Prompt
Where a line below holds the string "rule", that line goes into the answer.

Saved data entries
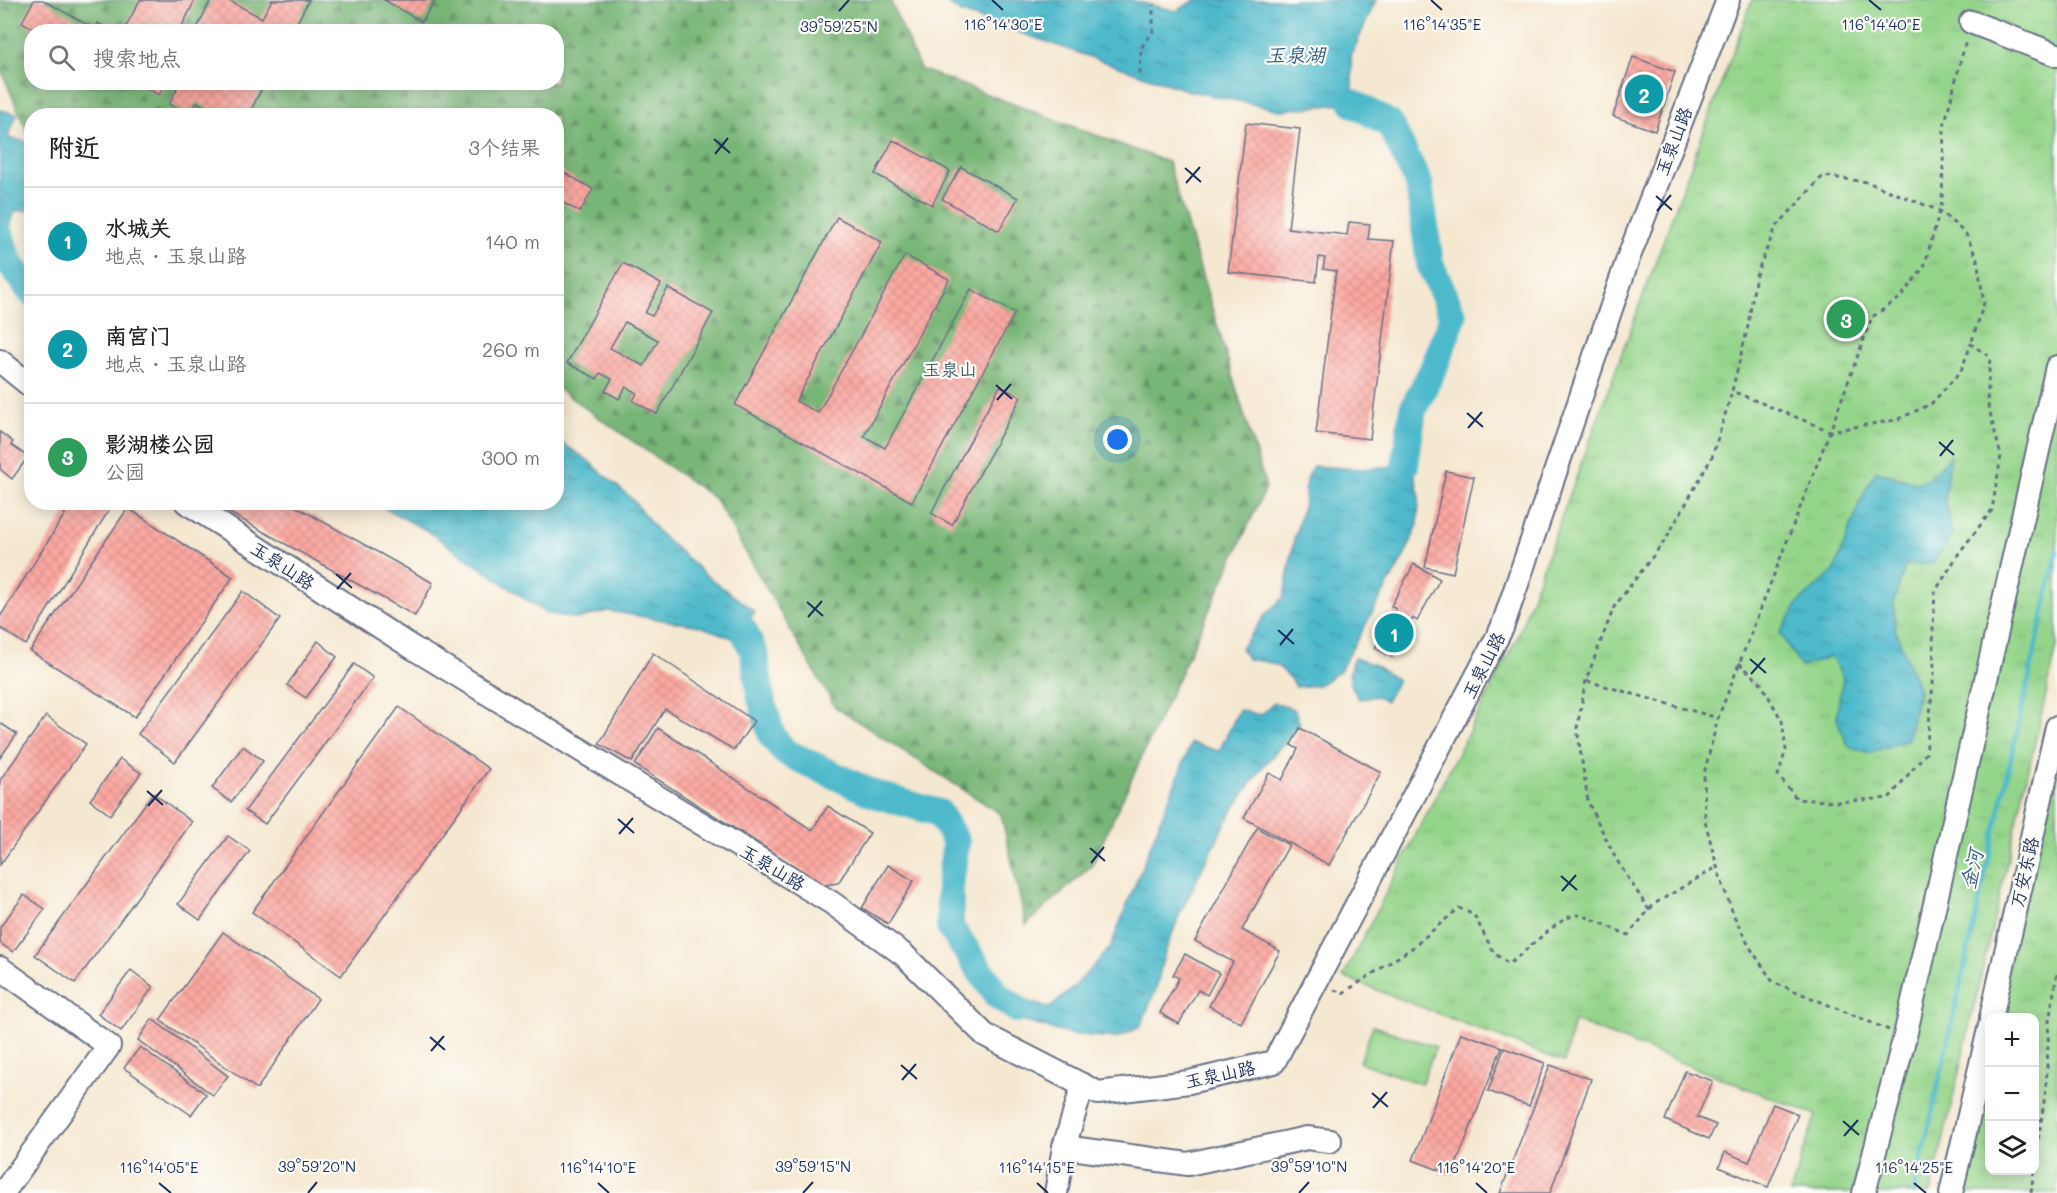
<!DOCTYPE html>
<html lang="zh">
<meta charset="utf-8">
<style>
body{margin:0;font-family:Mali,"LXGW WenKai TC",sans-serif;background:#f6f6f6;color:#222}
.controls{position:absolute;right:18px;bottom:18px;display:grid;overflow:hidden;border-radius:12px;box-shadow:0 3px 15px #0003}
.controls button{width:54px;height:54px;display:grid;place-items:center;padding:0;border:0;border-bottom:2px solid #e0e0e0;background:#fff;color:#222;font:30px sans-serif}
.you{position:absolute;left:1118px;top:440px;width:21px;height:21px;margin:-15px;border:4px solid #fff;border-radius:50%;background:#1a73e8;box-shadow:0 0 0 9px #1a73e833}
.badge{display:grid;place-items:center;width:39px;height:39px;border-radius:50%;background:#c8321e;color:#fff;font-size:20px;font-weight:700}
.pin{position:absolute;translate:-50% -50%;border:3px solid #fff;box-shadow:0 2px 6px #0006}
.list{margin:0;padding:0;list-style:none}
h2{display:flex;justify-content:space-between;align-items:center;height:78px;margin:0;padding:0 24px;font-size:26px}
h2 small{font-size:20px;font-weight:400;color:#767676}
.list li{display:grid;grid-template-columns:39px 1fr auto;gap:18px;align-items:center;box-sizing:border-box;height:108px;padding:0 24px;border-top:2px solid #e0e0e0}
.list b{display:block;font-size:22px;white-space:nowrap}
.list p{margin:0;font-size:20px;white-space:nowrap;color:#767676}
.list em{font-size:20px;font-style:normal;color:#767676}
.icon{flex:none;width:33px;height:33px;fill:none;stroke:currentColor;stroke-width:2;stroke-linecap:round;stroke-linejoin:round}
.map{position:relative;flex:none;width:2057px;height:1193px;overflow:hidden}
.search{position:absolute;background:#fff;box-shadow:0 3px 15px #0003;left:24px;top:24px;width:540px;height:66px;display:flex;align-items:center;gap:15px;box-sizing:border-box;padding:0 21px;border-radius:24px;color:#767676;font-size:22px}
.panel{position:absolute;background:#fff;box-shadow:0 3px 15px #0003;left:24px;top:108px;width:540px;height:402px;border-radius:24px}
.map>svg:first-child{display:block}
.grass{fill:url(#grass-tufts);stroke:#588274;stroke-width:1.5}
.forest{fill:url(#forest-firs);stroke:#4a726a;stroke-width:1.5;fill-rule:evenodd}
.garden{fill:#95d58b;stroke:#588274;stroke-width:1.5}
.water{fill:url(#water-ripples);stroke:#347494;stroke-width:1.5}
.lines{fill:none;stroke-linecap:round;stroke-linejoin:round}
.stream{stroke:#4eb9cb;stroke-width:4.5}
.river{stroke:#4eb9cb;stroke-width:28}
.building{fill:url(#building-cross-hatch);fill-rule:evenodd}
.minor-casing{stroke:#677086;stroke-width:26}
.path{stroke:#677086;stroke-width:3;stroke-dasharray:4.5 4.5;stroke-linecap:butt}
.minor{stroke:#fff;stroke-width:22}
.ticks{fill:none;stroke:#1b2f5e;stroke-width:2}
.labels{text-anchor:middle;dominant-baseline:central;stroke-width:4.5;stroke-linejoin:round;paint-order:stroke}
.street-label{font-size:18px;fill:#1b2f5e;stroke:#fdfcf7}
.park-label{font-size:18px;fill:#40616c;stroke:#fdfcf7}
.water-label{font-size:20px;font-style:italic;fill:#2d5f84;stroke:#fdfcf7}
.ticks-label{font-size:15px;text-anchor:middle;fill:#1b2f5e;stroke:#fdfcf7;stroke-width:4.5;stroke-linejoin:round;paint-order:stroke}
</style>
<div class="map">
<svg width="2057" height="1193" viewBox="0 0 2057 1193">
<defs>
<pattern id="grass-tufts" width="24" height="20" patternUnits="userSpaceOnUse" patternTransform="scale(1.5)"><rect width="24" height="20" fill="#95d58b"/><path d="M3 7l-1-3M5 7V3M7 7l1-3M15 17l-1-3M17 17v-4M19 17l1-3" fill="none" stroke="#80b77a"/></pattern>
<pattern id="forest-firs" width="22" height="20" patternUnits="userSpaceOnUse" patternTransform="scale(1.5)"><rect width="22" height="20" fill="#78b677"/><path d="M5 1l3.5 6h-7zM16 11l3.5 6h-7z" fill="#629465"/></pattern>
<pattern id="water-ripples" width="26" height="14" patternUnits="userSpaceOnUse" patternTransform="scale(1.5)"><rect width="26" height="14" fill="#4eb9cb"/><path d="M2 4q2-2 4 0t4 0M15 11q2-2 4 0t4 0" fill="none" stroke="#4097a8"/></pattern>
<pattern id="building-cross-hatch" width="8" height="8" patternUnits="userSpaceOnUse" patternTransform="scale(1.5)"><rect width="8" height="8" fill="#fca8a1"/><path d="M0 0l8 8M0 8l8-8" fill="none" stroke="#d7918d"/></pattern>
</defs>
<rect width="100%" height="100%" fill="#fdfcf7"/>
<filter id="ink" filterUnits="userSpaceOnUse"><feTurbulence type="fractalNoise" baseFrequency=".0167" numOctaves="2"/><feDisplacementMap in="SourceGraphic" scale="12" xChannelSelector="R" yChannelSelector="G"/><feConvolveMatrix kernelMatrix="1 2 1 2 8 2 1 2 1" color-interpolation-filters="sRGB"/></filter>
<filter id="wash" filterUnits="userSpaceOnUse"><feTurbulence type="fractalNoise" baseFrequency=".008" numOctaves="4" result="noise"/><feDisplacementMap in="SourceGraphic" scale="24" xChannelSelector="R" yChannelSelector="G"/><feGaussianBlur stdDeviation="1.35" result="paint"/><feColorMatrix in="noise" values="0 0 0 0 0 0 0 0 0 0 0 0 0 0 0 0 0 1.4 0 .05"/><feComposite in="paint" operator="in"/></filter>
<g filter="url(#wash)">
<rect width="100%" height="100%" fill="#f5e8d1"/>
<g class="grass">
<polygon points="1752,0 2057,0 2057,647 1931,1193 1790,1193 1816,1115 1574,1021 1564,1062 1343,977 1517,638"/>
<polygon points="2057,755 2057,1193 1958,1193 1989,1053 1990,1170 2034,1170 2034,1018 1997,1017"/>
</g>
<path class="forest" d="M0,0H890L920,69L1168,162L1266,487L1092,865L1026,925L1001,814L835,707L715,499L557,388L556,116H32L31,141L0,67ZM32,32H556V82H32Z"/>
<polygon class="garden" points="1373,1026 1436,1047 1421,1084 1359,1062"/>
<g class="water">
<polygon points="943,0 1131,0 1177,11 1195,0 1376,0 1351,56 1353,103 1280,110 1186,90 960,12"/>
<polygon points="0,110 17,114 8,138 32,143 31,210 15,211 9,230 0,231"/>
<polygon points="557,440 585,458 632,499 659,533 707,576 755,612 735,639 700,626 608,611 577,619 546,613 426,530 386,509 379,503 556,502"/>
<polygon points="1950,456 1945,496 1952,535 1933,563 1906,565 1894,599 1895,629 1919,690 1907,740 1870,753 1848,746 1836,717 1843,678 1831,656 1801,667 1780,633 1799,602 1834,571 1861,500 1876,471 1916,483 1929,479"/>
<path d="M1405,465L1414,471L1419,494L1418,524L1406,553L1339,672L1319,685L1296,687C1280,664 1276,661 1248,660L1241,648L1266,614L1284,597L1294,540L1305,499L1306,479L1313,466L1361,469Z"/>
<path d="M1354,658L1375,665L1398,681L1386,701L1376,696L1359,699C1349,684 1346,675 1354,658Z"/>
<polygon points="1274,703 1294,709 1300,724 1262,768 1233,810 1206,861 1179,916 1164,955 1156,989 1140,1027 1117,1038 1068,1034 1026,1022 1013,1016 1021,1000 1050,1008 1074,987 1110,948 1191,743 1219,751 1239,710 1261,715"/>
</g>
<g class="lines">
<polyline class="stream" points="1914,1193 2057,552"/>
<g class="river">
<polyline points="1353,103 1390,124 1419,184 1430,264 1453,316 1435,365 1413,409 1405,465"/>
<polyline points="0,236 10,264 32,293"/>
<polyline points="743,629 754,653 761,698 772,736 785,752 874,794 939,813 956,842 950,885 950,927 997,995 1017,1009"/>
</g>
</g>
<g id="blocks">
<g class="building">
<polygon points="34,0 43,0 95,29 98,23 115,32 39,32 22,22"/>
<polygon points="140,0 195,0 179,32 123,32"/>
<polygon points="211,0 228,0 262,18 272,0 309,0 292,32 238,32 230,27 227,32 195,32"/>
<polygon points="384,0 435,0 422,22"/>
<polygon points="1633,57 1675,72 1655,131 1613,116"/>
<polygon points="135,82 265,82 248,116 207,116 210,109 197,102 190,115 169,104 177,89 166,83 159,95"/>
<polygon points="1246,123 1300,129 1288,228 1347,235 1349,222 1370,224 1368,239 1394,241 1370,439 1316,433 1336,271 1323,269 1325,258 1319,257 1316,282 1228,272"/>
<polygon points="893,140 950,171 932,205 875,174"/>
<polygon points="961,167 1018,198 999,231 942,199"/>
<polygon points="556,168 593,189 580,212 556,199"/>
<polygon points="837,217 882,242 796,401 818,413 905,255 949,279 864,436 885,448 971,289 1015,313 912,502 735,405"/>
<path d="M623,263L661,284L645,313L652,316L668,288L713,313L657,414L633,401L637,393L626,387L619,399L605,391L612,379L600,373L597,379L567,363ZM625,322L658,340L644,366L610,348Z"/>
<polygon points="1000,386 1021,397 952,525 931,513"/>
<polygon points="0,432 13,442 11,445 28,457 12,479 0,469"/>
<polygon points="1446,471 1474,477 1453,573 1425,567"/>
<polygon points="47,502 98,502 109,510 26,645 0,628 0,617 65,514"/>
<polygon points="210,502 288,502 433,583 415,616"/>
<polygon points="128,508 233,577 135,717 30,651"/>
<polygon points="1414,564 1440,579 1417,621 1413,618 1392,657 1375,648 1396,609 1391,606"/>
<polygon points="243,591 280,619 175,762 138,734"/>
<polygon points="318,641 337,657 306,698 287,685"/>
<polygon points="653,653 754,721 734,750 665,709 632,762 599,744"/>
<polygon points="354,664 373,678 265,824 245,811"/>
<polygon points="399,707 489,769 341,976 252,912"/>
<polygon points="46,716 86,744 0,865 0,780"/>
<polygon points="0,723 17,734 0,758"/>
<polygon points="658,728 812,830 828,806 870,833 838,883 824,885 635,765"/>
<polygon points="1300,728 1381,772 1329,865 1244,818 1269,773 1282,780 1298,749 1291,745"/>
<polygon points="243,746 263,761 231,802 212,788"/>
<polygon points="120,759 141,773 110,815 90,800"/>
<polygon points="153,793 192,822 75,983 35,955"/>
<polygon points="1257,828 1289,845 1242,930 1280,951 1241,1023 1209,1006 1233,962 1195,941"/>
<polygon points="228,836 250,851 200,920 178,904"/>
<polygon points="888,865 914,881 888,924 862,908"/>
<polygon points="24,895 45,909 13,952 0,943 0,927"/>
<polygon points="223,932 318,999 257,1089 160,1020"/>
<polygon points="1185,954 1219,973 1207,995 1198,990 1179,1024 1160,1013 1179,978 1173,975"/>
<polygon points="131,970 153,987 121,1031 98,1014"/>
<polygon points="152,1019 228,1076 213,1095 138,1040"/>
<polygon points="1461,1033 1502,1047 1452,1175 1413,1160"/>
<polygon points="140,1047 206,1094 191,1115 124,1068"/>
<polygon points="1504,1048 1545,1063 1529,1106 1488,1091"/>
<polygon points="1550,1065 1591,1079 1550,1193 1500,1193"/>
<polygon points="1685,1071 1713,1081 1697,1117 1716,1125 1709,1139 1665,1120"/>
<polygon points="1773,1104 1798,1114 1768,1187 1719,1167 1725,1152 1749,1162"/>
</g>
</g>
</g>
<g filter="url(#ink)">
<use href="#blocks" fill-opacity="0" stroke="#677086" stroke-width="1.5"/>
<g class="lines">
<g class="minor-casing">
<g id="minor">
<polyline points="1971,22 2057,55"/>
<polyline points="0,361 32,387"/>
<polyline points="186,502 413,648 832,903 904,955 985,1035 1098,1093 1189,1082 1274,1062 1502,628 1629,256 1728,0"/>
<polyline points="0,968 109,1046 3,1193"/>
<polyline points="1991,1018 2057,727"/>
<polyline points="1064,1147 1188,1164 1307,1138 1330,1141"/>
<polyline points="1056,1193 1064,1147 1083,1085"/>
<polyline points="1864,1193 1905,1036 2057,367"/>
<polyline points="1951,1193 1990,1025"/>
</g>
</g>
<g class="path">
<polyline points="1140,74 1141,48 1153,31 1153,5"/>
<polyline points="1739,663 1761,683 1782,721 1786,750 1778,775 1797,799 1838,802 1889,798 1926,753 1934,674 1933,626 1935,592 1959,553 1992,510 2001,456 1987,401 1990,357 1971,344 1961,371 1931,404 1896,420 1830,431 1732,391 1748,326 1756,275 1776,227 1823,176 1867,182 1940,211 1966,234 1977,259 1984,303 1971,344"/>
<polyline points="1587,681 1718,718"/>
<polyline points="1649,910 1616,859 1588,802 1577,728 1586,680 1614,607 1666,539 1712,457 1732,392"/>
<path d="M1334,990L1343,993L1412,948L1459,908L1474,915L1494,953L1509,964C1524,953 1563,913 1579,915C1588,916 1618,931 1628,935L1654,904L1717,867"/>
<polyline points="1889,1030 1773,982 1749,946 1734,916 1719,874 1705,821 1704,774 1718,718 1830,431 1872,317 1900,298 1924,267 1942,203 1944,126 1966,40"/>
<polyline points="2034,1166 2046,1089 2049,1021 2057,974"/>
<polyline points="2031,1193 2034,1170"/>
</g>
<use href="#minor" class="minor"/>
</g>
</g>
<path class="ticks" d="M992,0L1003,10M1431,0L1442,10M1869,0L1881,10M839,11L849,0M714,139L730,153M715,154L728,138M1185,168L1201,182M1186,183L1200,167M1656,196L1672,210M1657,211L1671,195M996,385L1012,399M997,400L1011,384M1467,413L1483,427M1468,428L1482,412M1939,442L1954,455M1940,456L1953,440M336,574L352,588M337,589L351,573M807,602L823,616M808,617L822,601M1278,630L1294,644M1280,645L1293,629M1750,659L1766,673M1751,674L1765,658M147,791L163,805M148,806L162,790M618,819L634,833M619,834L633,818M1090,848L1105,861M1091,863L1104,847M1561,876L1577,890M1562,891L1576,875M430,1037L445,1050M431,1051L444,1036M901,1065L917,1079M902,1080L916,1064M1372,1093L1388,1107M1373,1108L1387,1092M1843,1121L1859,1135M1844,1136L1858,1120M159,1183L171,1193M598,1183L609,1193M1037,1183L1048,1193M1476,1183L1487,1193M1914,1183L1926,1193M308,1193L317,1182M803,1193L813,1182M1299,1193L1309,1182"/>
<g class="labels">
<g class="street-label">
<text transform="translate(1673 141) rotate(-69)">玉泉山路</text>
<text transform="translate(283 565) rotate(33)">玉泉山路</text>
<text transform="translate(1483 665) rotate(-63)">玉泉山路</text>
<text transform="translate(773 867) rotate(31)">玉泉山路</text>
<text transform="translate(2024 872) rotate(-77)">万安东路</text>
<text transform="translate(1220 1074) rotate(-12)">玉泉山路</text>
</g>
<g class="park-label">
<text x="950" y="369">玉泉山</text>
</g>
<g class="water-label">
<text x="1295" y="54">玉泉湖</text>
<text transform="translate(1971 869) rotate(-77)">金河</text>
</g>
</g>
<g class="ticks-label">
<text x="1442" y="30">116°14'35"E</text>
<text x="1881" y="30">116°14'40"E</text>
<text x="1003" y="30">116°14'30"E</text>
<text x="839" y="32">39°59'25"N</text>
<text x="317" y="1172">39°59'20"N</text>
<text x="813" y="1172">39°59'15"N</text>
<text x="1309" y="1172">39°59'10"N</text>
<text x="159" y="1173">116°14'05"E</text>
<text x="598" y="1173">116°14'10"E</text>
<text x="1037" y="1173">116°14'15"E</text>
<text x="1476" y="1173">116°14'20"E</text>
<text x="1914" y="1173">116°14'25"E</text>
</g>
</svg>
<div class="controls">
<button>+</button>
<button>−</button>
<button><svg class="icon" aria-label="layers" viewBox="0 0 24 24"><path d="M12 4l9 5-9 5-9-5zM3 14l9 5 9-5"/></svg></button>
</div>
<div class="you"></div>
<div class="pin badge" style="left:1394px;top:633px;background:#0f9aa8">1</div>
<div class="pin badge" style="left:1644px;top:94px;background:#0f9aa8">2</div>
<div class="pin badge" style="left:1846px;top:319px;background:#2e9e5b">3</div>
<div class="search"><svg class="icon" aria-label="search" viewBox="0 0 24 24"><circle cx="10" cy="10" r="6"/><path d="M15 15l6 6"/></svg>搜索地点</div>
<section class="panel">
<h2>附近<small>3个结果</small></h2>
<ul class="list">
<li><span class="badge" style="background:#0f9aa8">1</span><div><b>水城关</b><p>地点 · 玉泉山路</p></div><em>140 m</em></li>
<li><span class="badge" style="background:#0f9aa8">2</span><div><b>南宫门</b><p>地点 · 玉泉山路</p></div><em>260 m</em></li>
<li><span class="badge" style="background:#2e9e5b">3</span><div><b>影湖楼公园</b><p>公园</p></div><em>300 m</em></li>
</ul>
</section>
</div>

Result for this task
.forest{fill:url(#forest-firs);stroke:#4a726a;stroke-width:1.5;fill-rule:evenodd}
.building{fill:url(#building-cross-hatch);fill-rule:evenodd}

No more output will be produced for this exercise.